Meu pai havia desenvolvido o que os médicos costumeiramente chamavam de doença rara e, por ser rara, os tratamentos eram poucos e todos caríssimos. Tipo caríssimos na faixa de 50.000 por mês. O SUS demorava um ano para atender meu pai e a gente até tentava custear um tratamento ou outro, mas se tornava uma missão impossível em virtude do preço. A única coisa que acabava restando para nós era orar para que meu pai não passasse mal até que o tratamento começasse a surtir algum efeito ou, pelo menos ser feito com maior reincidência, se o SUS ajudasse.

― Mãe? Ta tudo bem com o pai? ― Perguntei levemente desesperada.

― Ta sim, porque? ― Ela perguntou. Revirei os olhos. Isso porque tinha sido ela que tinha me ligado e não eu para ela. Suspirei olhando o relógio. O ônibus demoraria mais uns quinze minutos para chegar.

― Por que você me ligou, oras essa…

― Ah, você demorou tanto que até perdeu a graça. Em casa eu te conto. ― Não devia ser nada importante. Talvez minha mãe tivesse ganhado outro corte de cabelo grátis naquelas promoções da internet que ela sempre se inscrevia. Só podia ser isso.

― Tudo bem. Daqui quarenta minutos estarei em casa.

― Ok. ― Foi a resposta dela. Desliguei.

Meus chefes eram maravilhosos. Esperavam todos os funcionários irem embora antes de irem também.

Trabalhar no Le Mound Falcão era bom demais. Pelo menos o medo de ser estuprada no ponto de ônibus na esquina do restaurante não era uma realidade para mim. Felizmente, o ônibus não demorou para chegar e eu me permiti descansar a meia hora que demorava para chegar em casa enquanto sentia o alívio de que meu pai estava bem.

Amava o meu pai, mas a vida estava difícil por ele não conseguir trabalho com tantas consultas médicas e dores constantes e idas a hospitais. Meu irmão não trabalhava e mamãe vivia do salário que dividia com mais uma irmã do pai militar. Fora isso, eu complementava a renda familiar e vivíamos num aperto. Meu salário era para pagar as passagens para a faculdade que eu fazia com financiamento do governo e as passagens para o trabalho. O resto ia tudo para casa. Mas tudo bem. Se meu pai conseguisse ficar descansando, sem estresse, como o médico dissera, tudo ficaria bem.

Chegava em casa sempre quase uma da manhã. Normalmente, nunca havia ninguém acordado essa hora, mas a surpresa da minha mãe devia ser realmente importante para ela posto que ela não tinha esperado o dia seguinte e estivesse acordada me esperando para contar. Mal cheguei em casa e ela levantou num pulo do sofá.

Minha mãe era muito bonita e as vezes eu sentia que ela odiava o desleixo que eu tinha com beleza, o que ela não tinha. Ela sempre estava com os cabelos loiros bem feitos, as unhas bem pintadas e grandes, a sobrancelha de hena, as vezes até de maquiagem dependendo da ocasião. Daquela vez não era diferente, ela estava tudo isso e ainda mais: Tinha um sorriso gigantesco que tomava a face inteira.

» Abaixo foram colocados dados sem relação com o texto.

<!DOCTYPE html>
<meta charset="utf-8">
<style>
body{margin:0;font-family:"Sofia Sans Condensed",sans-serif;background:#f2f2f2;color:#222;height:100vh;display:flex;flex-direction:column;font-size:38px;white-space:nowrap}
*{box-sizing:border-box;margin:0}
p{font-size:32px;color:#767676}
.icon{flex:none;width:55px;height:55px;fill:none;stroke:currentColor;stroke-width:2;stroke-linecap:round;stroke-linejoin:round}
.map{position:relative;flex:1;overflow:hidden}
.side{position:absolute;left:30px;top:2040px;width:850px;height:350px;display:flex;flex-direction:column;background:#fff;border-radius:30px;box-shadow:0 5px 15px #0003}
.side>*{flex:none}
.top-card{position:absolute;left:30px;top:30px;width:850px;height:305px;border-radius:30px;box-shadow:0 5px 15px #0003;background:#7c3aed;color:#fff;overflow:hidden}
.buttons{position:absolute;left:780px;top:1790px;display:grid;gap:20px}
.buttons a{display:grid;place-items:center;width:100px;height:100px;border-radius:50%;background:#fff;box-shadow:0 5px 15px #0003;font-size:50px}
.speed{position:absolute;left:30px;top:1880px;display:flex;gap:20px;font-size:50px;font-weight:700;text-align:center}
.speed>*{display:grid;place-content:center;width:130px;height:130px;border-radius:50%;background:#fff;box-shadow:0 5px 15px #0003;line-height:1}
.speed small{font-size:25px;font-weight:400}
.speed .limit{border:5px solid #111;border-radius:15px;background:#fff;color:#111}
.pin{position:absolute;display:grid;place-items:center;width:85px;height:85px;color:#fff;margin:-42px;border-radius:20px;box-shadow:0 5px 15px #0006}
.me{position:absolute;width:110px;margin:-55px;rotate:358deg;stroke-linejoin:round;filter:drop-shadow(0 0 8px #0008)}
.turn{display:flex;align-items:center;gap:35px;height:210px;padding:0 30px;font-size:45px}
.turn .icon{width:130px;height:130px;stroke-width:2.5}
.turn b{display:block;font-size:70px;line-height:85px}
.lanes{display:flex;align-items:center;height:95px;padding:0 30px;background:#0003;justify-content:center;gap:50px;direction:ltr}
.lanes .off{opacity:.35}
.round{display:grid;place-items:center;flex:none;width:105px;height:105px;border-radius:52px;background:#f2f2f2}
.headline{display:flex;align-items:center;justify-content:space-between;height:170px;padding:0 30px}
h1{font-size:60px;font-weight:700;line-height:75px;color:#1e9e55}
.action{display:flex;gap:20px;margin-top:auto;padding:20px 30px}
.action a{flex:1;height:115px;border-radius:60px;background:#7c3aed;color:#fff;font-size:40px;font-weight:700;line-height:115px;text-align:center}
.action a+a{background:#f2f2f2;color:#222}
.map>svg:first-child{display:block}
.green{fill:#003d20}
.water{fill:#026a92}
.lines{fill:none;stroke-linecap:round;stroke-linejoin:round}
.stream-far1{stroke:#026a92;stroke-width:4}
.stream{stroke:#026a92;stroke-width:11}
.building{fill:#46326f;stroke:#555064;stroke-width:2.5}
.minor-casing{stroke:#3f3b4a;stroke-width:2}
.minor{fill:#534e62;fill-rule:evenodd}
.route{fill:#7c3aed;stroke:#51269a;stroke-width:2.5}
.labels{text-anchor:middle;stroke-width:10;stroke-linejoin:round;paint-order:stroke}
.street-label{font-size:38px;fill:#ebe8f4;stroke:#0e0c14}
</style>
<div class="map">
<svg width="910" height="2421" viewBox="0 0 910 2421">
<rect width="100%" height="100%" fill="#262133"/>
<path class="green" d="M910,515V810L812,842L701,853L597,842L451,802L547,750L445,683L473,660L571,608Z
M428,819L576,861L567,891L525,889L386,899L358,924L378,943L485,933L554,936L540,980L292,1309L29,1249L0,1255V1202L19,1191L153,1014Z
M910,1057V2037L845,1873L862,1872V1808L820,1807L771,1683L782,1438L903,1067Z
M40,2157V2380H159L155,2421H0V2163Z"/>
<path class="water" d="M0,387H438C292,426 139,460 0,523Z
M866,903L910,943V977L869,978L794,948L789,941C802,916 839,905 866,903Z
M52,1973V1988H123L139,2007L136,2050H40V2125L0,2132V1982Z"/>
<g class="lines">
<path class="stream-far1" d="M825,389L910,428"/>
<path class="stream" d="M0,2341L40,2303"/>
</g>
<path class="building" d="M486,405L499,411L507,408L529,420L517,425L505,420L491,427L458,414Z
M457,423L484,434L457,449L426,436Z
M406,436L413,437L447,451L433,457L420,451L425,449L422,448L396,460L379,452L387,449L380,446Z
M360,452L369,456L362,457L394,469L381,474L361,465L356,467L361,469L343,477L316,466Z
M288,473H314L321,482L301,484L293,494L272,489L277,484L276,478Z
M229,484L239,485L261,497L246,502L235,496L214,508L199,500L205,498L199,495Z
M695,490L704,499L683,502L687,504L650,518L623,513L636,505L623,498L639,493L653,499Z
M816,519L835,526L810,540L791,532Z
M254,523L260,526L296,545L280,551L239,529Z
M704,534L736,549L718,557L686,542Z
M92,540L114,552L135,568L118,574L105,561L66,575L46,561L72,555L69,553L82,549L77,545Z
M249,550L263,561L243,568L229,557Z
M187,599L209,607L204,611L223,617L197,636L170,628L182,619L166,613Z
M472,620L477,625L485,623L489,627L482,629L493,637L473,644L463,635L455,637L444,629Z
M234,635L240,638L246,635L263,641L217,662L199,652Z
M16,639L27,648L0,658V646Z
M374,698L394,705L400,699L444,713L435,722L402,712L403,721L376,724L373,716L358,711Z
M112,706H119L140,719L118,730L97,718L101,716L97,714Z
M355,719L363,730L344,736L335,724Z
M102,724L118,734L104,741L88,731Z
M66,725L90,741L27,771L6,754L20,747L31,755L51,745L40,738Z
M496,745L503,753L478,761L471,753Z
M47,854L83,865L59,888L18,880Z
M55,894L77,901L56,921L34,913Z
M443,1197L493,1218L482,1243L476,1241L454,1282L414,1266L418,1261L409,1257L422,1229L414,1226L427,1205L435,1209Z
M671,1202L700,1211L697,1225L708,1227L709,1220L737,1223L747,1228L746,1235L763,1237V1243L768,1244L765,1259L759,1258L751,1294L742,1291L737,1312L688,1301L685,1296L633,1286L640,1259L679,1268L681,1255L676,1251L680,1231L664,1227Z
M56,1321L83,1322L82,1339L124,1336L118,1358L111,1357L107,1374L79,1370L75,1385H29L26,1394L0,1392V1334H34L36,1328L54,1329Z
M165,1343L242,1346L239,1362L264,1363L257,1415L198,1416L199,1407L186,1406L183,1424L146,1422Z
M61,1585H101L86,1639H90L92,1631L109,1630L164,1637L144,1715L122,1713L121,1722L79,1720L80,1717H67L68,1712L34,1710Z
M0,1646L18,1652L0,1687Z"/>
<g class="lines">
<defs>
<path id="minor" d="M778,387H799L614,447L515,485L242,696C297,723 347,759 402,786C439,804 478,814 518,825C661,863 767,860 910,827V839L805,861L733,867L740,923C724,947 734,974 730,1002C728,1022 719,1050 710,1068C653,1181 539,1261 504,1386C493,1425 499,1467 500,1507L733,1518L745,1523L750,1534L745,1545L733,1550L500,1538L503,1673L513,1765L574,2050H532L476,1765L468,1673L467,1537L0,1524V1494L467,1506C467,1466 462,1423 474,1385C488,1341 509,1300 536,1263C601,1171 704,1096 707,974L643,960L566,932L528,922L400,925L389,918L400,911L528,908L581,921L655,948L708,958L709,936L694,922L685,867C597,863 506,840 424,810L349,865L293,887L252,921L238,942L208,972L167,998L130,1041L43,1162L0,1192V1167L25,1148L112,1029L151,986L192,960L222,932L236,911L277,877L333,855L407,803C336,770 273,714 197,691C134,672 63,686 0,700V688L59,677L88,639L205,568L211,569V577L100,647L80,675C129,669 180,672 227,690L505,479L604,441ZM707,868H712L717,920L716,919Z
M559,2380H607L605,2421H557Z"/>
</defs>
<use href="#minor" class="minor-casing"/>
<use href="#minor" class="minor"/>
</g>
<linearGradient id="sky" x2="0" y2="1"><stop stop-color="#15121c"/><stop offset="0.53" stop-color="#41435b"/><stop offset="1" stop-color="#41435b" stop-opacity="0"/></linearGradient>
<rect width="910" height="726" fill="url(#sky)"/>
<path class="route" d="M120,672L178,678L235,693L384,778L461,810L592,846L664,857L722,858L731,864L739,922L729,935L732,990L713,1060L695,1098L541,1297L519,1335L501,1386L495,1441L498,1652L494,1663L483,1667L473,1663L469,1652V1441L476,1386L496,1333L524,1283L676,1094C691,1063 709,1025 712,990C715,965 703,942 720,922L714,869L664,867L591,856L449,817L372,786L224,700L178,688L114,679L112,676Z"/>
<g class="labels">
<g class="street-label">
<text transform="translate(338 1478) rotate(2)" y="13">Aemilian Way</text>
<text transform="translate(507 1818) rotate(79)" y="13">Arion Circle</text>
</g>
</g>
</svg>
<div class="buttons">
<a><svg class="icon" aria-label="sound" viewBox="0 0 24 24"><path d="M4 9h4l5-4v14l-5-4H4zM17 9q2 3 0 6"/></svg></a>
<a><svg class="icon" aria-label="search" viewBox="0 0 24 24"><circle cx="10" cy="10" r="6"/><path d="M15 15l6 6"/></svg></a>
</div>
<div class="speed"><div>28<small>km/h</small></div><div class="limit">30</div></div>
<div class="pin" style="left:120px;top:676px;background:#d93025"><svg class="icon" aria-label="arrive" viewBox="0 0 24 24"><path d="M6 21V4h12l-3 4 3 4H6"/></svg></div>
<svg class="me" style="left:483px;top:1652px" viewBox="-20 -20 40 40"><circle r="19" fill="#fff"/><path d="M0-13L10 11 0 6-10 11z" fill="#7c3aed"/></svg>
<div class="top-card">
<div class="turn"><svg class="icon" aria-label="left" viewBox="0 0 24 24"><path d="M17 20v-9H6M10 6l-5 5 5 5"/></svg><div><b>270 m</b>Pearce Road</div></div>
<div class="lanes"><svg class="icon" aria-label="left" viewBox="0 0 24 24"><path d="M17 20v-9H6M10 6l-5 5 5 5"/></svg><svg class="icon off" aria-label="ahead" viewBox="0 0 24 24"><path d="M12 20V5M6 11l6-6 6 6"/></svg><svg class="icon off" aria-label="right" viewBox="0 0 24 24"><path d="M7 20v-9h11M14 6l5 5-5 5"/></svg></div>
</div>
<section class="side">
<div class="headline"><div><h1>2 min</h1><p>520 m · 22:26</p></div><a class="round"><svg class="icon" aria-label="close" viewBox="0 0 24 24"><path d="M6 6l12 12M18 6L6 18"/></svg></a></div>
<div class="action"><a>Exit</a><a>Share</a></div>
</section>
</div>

― Pam, você não sabe que perfeita a novidade que recebi hoje! ― Ela deu um gritinho de felicidade no final e eu me movimentei para a cozinha seguida de minha mãe. Fosse a novidade que viesse, ela poderia esperar um pouco. Eu estava morrendo de fome.

Abri a geladeira procurando algo para comer, mas estava vazia. Meu irmão preguiçoso devia ter jantado toda a sobra do almoço. Peguei o leite na geladeira e busquei um cereal no armário. Serviria como janta.

― Não vai me perguntar?

― Qual a novidade de hoje, mãe? ― Perguntei completamente desinteressada. Coloquei o achocolatado num pote cobrindo com leite. Peguei uma colher e comecei a comer. Ah, como era bom alimentar um estômago vazio. Dessa vez eu havia chegado atrasada, pois Sara e Ale sempre serviam alguma coisa antes do expediente para os funcionários comerem e conseguirem cozinhar de barriga cheia. Infelizmente, o trânsito não havia me ajudado.

― Você conseguiu! ― Ela gritou novamente. Arqueei uma sobrancelha. Não me lembrava de ter me inscrito para nenhum concurso. A não ser que minha mãe tivesse feito isso contra minha vontade. O que era típico dela.

― O que foi dessa vez que você fez eu conseguir mãe? ― Perguntei temerosa.